Todo quedó en eso hasta que, tiempo después, Samid marchó al
Obelisco, donde soltó un globo aerostático con la leyenda "Compre
argentino", enfrentándose a la política de importaciones del
Gobierno de -todavía- Carlos Menem. No podría decirse que fue
una gran idea. En julio de 1996, el fisco lo acusó de asociación
ilícita y evasión de impuestos por 88 millones de dólares, pero él
aseguró que las denuncias eran falsas, y en 1998, el juez a cargo de
la causa, Juan Carlos Liporace (procesado por presunto
enriquecimiento ilícito en 2001), imputó el carácter de
organizadores de la asociación al padre y al hermano de Samid,
Khalil y Manuel: los dos estaban muertos.
Finalmente, cuando en 2006 el presidente Néstor Kirchner decidió
regular el precio y restringir las exportaciones de carne para evitar
la inflación, Samid fue el único ganadero del país -el único- en
aplaudir la medida.

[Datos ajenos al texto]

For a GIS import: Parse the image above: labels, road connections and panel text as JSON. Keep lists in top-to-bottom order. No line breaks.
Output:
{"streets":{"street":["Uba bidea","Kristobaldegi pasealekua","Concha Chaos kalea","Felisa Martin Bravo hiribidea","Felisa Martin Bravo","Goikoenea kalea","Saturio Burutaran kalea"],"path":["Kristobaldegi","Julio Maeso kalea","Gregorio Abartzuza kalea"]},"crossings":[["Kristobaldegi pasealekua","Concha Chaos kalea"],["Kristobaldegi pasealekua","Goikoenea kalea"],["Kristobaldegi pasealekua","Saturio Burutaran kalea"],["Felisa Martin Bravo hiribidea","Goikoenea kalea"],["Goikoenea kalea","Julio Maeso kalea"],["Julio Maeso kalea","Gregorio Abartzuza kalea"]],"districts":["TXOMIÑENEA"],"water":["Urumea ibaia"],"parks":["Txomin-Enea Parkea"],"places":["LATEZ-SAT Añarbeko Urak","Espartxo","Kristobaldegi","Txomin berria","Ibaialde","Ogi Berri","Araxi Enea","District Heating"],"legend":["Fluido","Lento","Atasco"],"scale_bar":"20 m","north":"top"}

Devino aliado del Gobierno, y sus colegas lo
echaron a patadas -literales- del mercado de Liniers, el más
importante de la Argentina.
-Ésa es la oligarquía vacuna. Quieren exportar porque les pagan
más afuera, pero si seguimos vendiendo, nos vamos a quedar sin
carne para nosotros. Y acá la carne no nos puede faltar.

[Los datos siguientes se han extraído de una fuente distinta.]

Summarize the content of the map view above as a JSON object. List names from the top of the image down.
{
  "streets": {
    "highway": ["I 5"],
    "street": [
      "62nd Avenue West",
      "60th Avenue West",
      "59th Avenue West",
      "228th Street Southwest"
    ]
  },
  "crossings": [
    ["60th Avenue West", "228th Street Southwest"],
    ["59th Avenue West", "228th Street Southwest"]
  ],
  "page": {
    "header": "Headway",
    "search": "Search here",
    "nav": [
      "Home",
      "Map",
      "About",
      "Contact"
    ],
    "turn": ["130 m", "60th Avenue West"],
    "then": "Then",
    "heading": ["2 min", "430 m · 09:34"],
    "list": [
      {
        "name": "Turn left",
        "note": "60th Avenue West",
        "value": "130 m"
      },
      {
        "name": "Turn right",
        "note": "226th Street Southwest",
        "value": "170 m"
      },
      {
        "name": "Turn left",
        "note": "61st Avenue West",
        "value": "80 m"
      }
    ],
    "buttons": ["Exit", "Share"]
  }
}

-¿A usted le puede faltar?
-No creo. Yo tengo muchas vaquitas.
-Mi papá es bueno, bueno, bueno. Demasiado bueno.
Luz tiene 10 años, el pelo castaño, largo.
-Le decís 'Papi, ¿me das plata?', y te da.
Estudia -como todos sus hermanos estudiaron- en el Ward, un
colegio muy privado, muy bilingüe, muy caro, y quiere ser alguna
de todas estas cosas: escribana, arquitecta, actriz o artista de circo.
Mientras habla, se para de manos, se arquea.
-Yo tengo un trato con papá: ahora peso 49 kilos, pero si bajo a 36,
él me regala dos perros. A mí no me gusta que esté en política. Si
fuera famoso por otra cosa, sí, pero así no me gusta.
-¿Y por qué te gustaría que lo fuera?
-Yo tengo una amiga que el papá es famoso porque juega al rugby.
Eso sí es lindo.
-¡Norte! -grita Samid, en el parque de su casa.
Norte se llama Ángel. Desde 1983 es el encargado de ver todo lo
que Samid no puede cuando está ocupado en otra cosa: hacer
política, vender la carne.
-Norte, dale un libro. ¿Usted leyó mi libro?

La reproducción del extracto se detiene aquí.